We are likely to see prices rise as well, since many people are going to be bidding on few properties. I didn't do stats for 4th quarter last year, but inventory September 22, 2010 stood at 38,840. That is twice where we are right now. That was also a time period in which sales were much softer than they have been running this year, and with inventory being added at a pace approaching 17.5% higher than this year. Its a 30% differential in sales and inventory, and we might be forgiven for anticipating even stronger demand for housing in 2012, as the economy seems to be picking up a little steam. March could be a very telling month for how the housing industry is going to be doing. There just seems to be an event coming that will change the impression of housing here. Unless more inventory comes available from banks or flippers, its going to be very difficult to find a home here that you want by May. There will just be too much competition for it. I keep trying to think of scenarios in which this would not be the case, but I can see only one: that people will be unwilling to pay higher prices for property than they have been, and demand simply folds up. Its possible, but given that rents have been strong, and new family formation, it seems to me that demand is likely to increase, despite prices rising, as housing is being absorbed, rental or sale.

In support of that point, I recently looked at rental listings for homes in Maricopa. There were a large amount of them, which is what I expected. Almost 200, in fact. What I didn't expect was that I could hardly find one that had been listed for more than 60 days. That tells me that even in a seemingly saturated market like Maricopa, rentals were turning over very quickly. To take the Maricopa example a little further, there were actually more listings pending than available, so housing is being absorbed very quickly on all front there.

I don't see this trend reversing before February, when the demand actually starts to really pick up. If you are an agent, be prepared to tell your clients that they may lose a number of potential purchases if they don't put their best foot forward.

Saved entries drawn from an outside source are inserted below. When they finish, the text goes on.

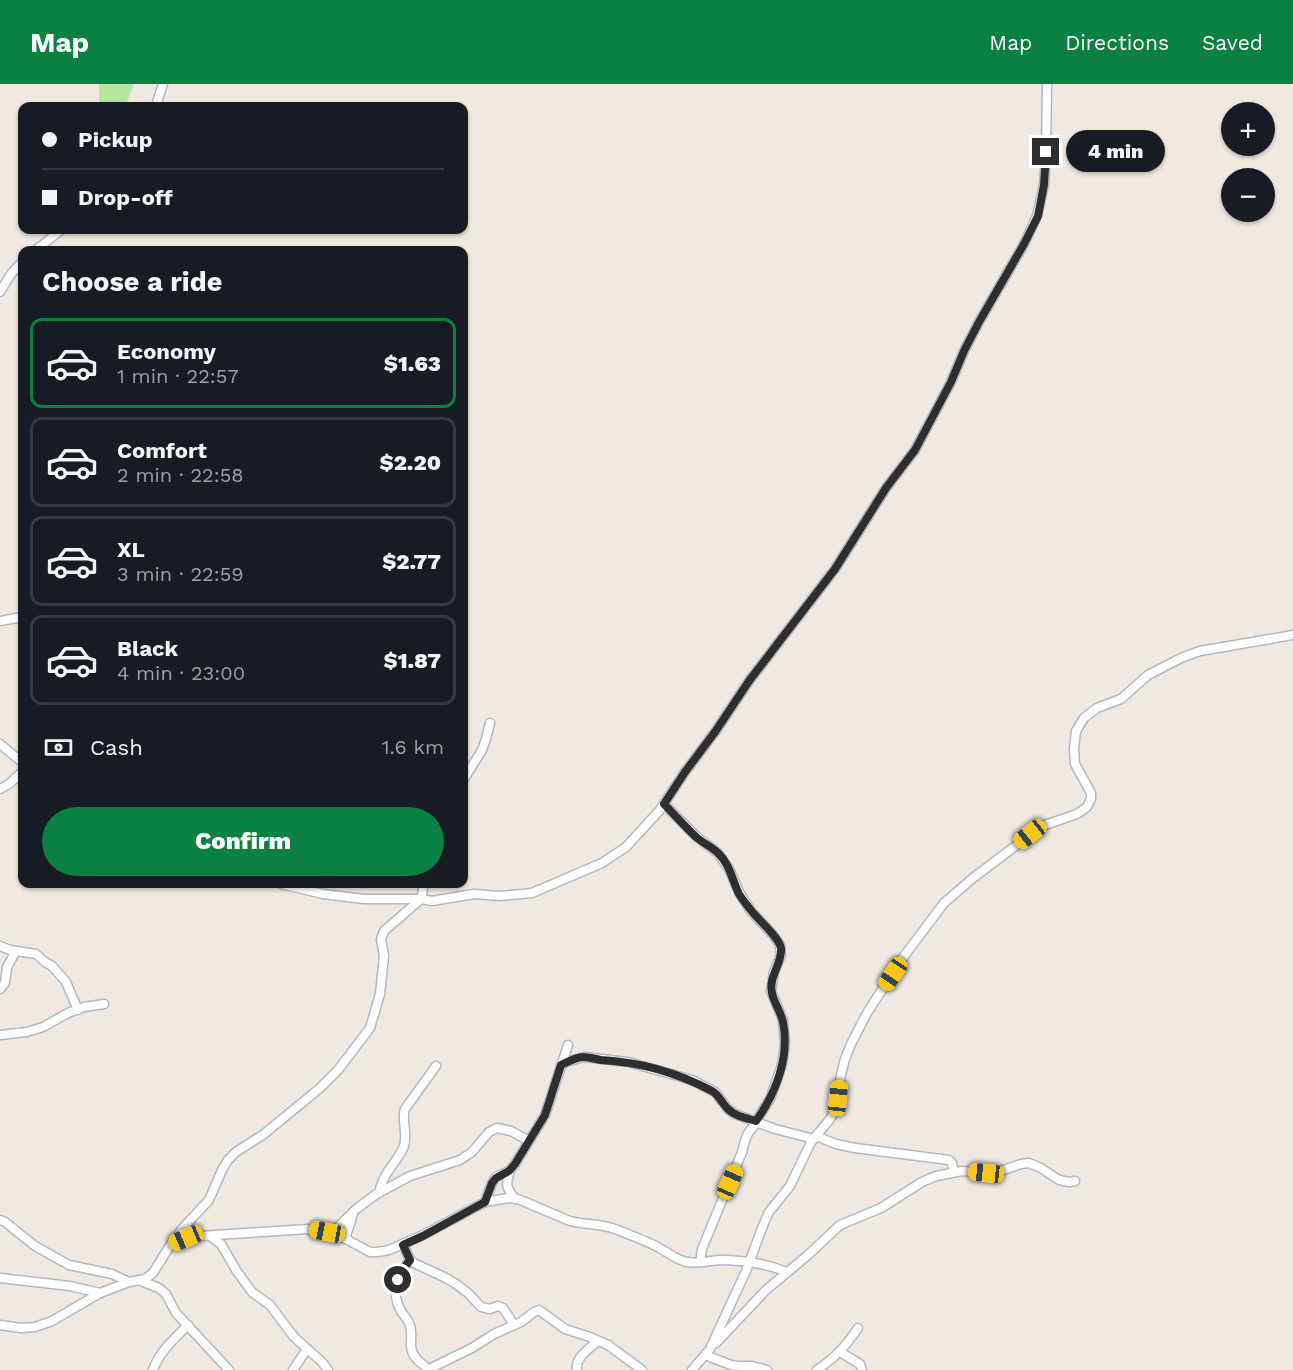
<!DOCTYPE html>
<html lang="en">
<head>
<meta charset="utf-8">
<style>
  body { margin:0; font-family:"Work Sans",sans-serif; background:#242831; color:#f1f3f6; height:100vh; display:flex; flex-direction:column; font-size:22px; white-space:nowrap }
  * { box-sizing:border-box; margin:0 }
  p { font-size:20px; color:#9ea1a6 }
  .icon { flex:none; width:33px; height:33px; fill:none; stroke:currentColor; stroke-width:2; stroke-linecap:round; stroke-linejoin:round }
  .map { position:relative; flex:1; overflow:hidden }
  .drawer { position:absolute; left:18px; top:162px; width:450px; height:642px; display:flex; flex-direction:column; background:#171b24; border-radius:12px; box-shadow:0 2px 4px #0004 }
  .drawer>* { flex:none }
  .top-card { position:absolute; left:18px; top:18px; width:450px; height:132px; border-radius:12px; box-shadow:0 2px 4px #0004; display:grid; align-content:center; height:132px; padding:0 24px; background:#171b24 }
  .tools { position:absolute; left:1221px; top:18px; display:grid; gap:12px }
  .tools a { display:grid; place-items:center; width:54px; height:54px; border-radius:50%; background:#171b24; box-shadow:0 2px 4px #0004; font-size:30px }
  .end { position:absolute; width:27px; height:27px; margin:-14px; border:8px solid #2e2e2e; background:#fff; box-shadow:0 0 0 3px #fff }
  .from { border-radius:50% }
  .bubble { position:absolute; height:42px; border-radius:21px; background:#171b24; box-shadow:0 2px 4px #0004; font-size:20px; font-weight:800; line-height:42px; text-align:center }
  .car { position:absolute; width:18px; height:36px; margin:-18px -9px; border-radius:8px; box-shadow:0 0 4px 2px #0007; background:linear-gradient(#f5c518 24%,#345 0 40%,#f5c518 0 76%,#345 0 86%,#f5c518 0) }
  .top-card b { display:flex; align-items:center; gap:21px; height:57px; font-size:22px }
  .top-card b+b { border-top:2px solid #363941 }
  .top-card i { width:15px; height:15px; background:#f1f3f6 }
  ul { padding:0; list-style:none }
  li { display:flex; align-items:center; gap:18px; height:90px; margin:0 12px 9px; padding:0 12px; border:3px solid #363941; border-radius:12px }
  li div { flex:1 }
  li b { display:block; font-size:22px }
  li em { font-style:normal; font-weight:800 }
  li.selected { border-color:#0b8043 }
  li>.icon { width:54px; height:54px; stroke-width:1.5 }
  h2 { padding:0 24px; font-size:27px; line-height:72px }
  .pay { display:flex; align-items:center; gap:15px; height:66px; padding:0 24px; font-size:22px }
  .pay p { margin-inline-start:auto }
  .cta { display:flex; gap:12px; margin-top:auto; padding:12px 24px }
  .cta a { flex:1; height:69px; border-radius:36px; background:#0b8043; color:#fff; font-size:24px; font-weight:800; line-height:69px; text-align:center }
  header { display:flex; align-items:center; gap:36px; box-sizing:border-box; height:84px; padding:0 30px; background:#0b8043; color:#fff }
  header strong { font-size:28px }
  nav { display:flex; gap:33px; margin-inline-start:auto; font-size:21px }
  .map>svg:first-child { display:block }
</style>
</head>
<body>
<header>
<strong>Map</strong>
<nav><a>Map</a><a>Directions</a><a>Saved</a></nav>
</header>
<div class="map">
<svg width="1293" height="1286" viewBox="0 0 1293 1286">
  <rect width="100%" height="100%" fill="#efe9e1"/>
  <path fill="#b6e59e" d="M99,0H134L125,22H99Z"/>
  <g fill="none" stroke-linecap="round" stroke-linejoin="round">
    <defs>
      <g id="minor">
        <path d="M156,22L163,0"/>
        <path d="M36,166L61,146"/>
        <path d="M0,208L11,190L22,178"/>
        <path d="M0,537L22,533"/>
        <path d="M0,660L22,678"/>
        <path d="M464,695L482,666L486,655L490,639"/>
        <path d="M0,705L9,700L22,688"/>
        <path d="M664,720L697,753L718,769L729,785L739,808L751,827L774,852L780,861L781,871L774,888L771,907L783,936L785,960L782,981L770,1015L756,1037"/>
        <path d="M281,800L323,810L364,815H421L432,817L474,810L500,812L532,809L602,779L626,763L659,727L685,688L715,648L749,597L835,485L886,404L915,366L951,298L964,267L979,238L1024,160L1037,132L1044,101L1046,68L1047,0"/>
        <path d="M0,862L10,866L36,870L45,878L52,882L66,898L78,926"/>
        <path d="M0,905L5,899L7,883L16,867"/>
        <path d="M0,951L27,948L43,943L68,929L84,923L104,920"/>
        <path d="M562,981L566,978L584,973L628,978L678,992L692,996L715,1008L728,1025L735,1030L775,1045L814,1055"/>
        <path d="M816,1052L836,1060L855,1064L949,1076L952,1079L954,1088"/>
        <path d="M510,1086C506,1101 505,1102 515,1115"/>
        <path d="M379,1109C381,1099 385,1091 391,1083C396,1076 401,1070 404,1062C408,1048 401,1035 405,1025L436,982"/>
        <path d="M485,1118L492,1099L496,1093L509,1087L515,1080L545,1031L568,961"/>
        <path d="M0,1136L5,1138L35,1162L69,1181L112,1190L129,1198"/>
        <path d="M331,1150L355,1126L375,1111L410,1092L460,1076L472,1068L489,1048L497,1044L511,1047L529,1057"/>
        <path d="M210,1152L221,1160L236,1186L252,1208L270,1221L294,1253L322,1278L328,1286"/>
        <path d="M345,1155L353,1130"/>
        <path d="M173,1160L186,1154L200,1152L308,1145L344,1154L370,1168H378L389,1166L423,1151L485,1118L508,1114L518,1115L570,1137C585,1141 600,1139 615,1145C630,1151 644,1156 658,1163C667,1168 676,1176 687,1178C697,1180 708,1177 719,1176C743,1176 765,1179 787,1188"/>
        <path d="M403,1160L410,1176L416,1180L446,1194L456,1200L468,1209L481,1223L490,1225L498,1222L503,1224L514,1241"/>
        <path d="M410,1176C398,1191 390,1208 401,1227C404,1232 409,1236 410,1242C412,1248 411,1255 411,1261C411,1274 421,1278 429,1286"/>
        <path d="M700,1178L702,1165L742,1068C746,1053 746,1049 758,1038"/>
        <path d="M0,1194L70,1202L100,1209"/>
        <path d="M141,1197L159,1204L166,1210L176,1229L229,1286"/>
        <path d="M0,1241L21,1244L35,1243L52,1237L100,1209L129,1198L145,1195L153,1189L171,1160L182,1145L209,1116L222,1086L228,1076L236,1068L264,1050L320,1004L338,986L370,944L380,910L384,872L381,855L384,847L421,815L424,800"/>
        <path d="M716,1259L766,1206L808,1171L840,1141L881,1124L922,1098L936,1092L962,1087L995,1089L1021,1080L1029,1079L1041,1084L1059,1096L1069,1098L1075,1097"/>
        <path d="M840,1268L860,1280L862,1286"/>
        <path d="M705,1271L731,1281L739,1282H752L767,1286"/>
        <path d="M429,1285L472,1264L494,1250L521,1238L534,1228L539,1226L565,1245L590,1253L608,1261L642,1286"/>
        <path d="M153,1286C159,1268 175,1254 188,1241"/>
        <path d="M293,1286L307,1265"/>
        <path d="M577,1286C575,1273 589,1265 598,1257"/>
        <path d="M692,1286L710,1265L746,1187L762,1144L769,1128L790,1102L811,1058L830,1035L836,1025L841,991L845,975L851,960L867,929L902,875L944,819L973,794L1042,742L1077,730L1087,723L1091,715V709L1075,680L1074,665L1076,647L1084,634L1097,624L1121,615L1148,591L1181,574L1200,567L1293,551"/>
        <path d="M817,1286C836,1273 845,1263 858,1244"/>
      </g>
    </defs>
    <use href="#minor" stroke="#b4b7c1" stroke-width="11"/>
    <use href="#minor" stroke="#fff" stroke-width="8"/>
  </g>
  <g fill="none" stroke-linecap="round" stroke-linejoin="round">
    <path stroke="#2e2e2e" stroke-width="8" d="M398,1196L401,1188L410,1176L403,1161L423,1152L485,1118L492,1099L496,1094L509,1087L515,1080L545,1031L561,981C567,978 577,973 583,973C589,973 595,975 601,976C639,978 678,989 712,1007C719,1011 721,1018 727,1024C734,1032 746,1034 756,1037C776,1009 790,973 783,938C781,928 774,919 772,909C768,893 783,878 781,864C779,853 757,835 750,825C746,820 742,815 739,810C732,796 730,780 718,769C712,763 703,759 696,753C685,743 675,731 664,720L685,688L715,648L749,597L835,485L886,404L915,366L951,298L964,267L979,238L1024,160L1038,132L1044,101L1046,68"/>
  </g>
</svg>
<div class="tools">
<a>+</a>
<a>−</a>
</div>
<i class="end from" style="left:398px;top:1196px"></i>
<i class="end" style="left:1046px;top:68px"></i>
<div class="bubble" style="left:1066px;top:46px;width:99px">4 min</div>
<i class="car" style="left:1030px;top:750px;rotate:232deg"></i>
<i class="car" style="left:893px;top:890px;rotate:214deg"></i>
<i class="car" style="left:838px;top:1014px;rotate:6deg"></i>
<i class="car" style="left:986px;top:1089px;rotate:276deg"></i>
<i class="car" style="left:730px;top:1098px;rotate:24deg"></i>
<i class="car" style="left:327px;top:1148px;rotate:281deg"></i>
<i class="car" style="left:186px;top:1154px;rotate:247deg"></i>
<div class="top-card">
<b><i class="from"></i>Pickup</b>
<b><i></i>Drop-off</b>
</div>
<section class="drawer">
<h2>Choose a ride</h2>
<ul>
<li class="selected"><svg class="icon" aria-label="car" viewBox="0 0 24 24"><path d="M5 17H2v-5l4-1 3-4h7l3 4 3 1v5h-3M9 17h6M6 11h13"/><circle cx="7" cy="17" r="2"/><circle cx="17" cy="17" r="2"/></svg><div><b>Economy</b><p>1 min · 22:57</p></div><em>$1.63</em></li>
<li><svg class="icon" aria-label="car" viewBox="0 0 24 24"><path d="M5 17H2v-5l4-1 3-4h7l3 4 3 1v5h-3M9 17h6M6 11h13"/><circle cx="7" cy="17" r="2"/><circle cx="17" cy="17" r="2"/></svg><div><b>Comfort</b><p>2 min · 22:58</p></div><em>$2.20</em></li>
<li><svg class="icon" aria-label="car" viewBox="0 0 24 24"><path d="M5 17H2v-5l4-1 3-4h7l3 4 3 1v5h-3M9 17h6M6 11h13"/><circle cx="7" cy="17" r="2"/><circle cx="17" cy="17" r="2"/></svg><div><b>XL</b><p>3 min · 22:59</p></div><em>$2.77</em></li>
<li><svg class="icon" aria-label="car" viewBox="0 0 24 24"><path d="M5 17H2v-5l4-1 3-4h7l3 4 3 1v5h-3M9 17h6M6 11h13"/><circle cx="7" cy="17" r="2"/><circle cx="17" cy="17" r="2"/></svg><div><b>Black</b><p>4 min · 23:00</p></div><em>$1.87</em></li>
</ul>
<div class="pay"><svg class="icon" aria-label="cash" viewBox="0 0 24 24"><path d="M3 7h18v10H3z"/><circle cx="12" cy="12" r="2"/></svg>Cash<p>1.6 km</p></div>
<div class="cta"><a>Confirm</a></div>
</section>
</div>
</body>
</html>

I mentioned the slight drop in median price; it did fall overall, but there is something else behind the slight drop. The problem with the median price as a measurement is that it brings a great disparate kind of property into the calculations. The long and short of it is this: month over month, median prices of single family homes was level at $120,000. But the median overall fell by $1000, from $113,000 last month, to $112,000. I can tell you that right now, we are seeing a run on these very low priced condos that are on the market, and they are selling at cash prices from lenders, so they are not only becoming a significant portion of sales, they are at very low prices compared to single family homes. Single family homes since August, are up $4,000. We are not seeing a drop in the single family market, which makes up the bulk of sales. Condo prices, since banks are making it extremely difficult to borrow on, are forced to sell for cash prices to investors, which drives the values extremely low. This kind of inventory also appears to be drying up, as I have been pursuing these for investors, and we are having difficulty finding the same deals we had earlier.

I already touched on it, but I did want to mention again, new active inventory for October was down sharply from last year, and down from last month. It is the second lowest total all year, barely losing out to July. The trend is toward lower inventory not higher, and while that could change next year, I do think we can expect better level of sales too, and probably at higher prices. We have baby boomers who are retiring as well, and we have people gaining confidence in the economy, to some degree, and this will only increase demand.

The trends are overall pretty positive that February will be the beginning of a very interesting time in real estate in Arizona.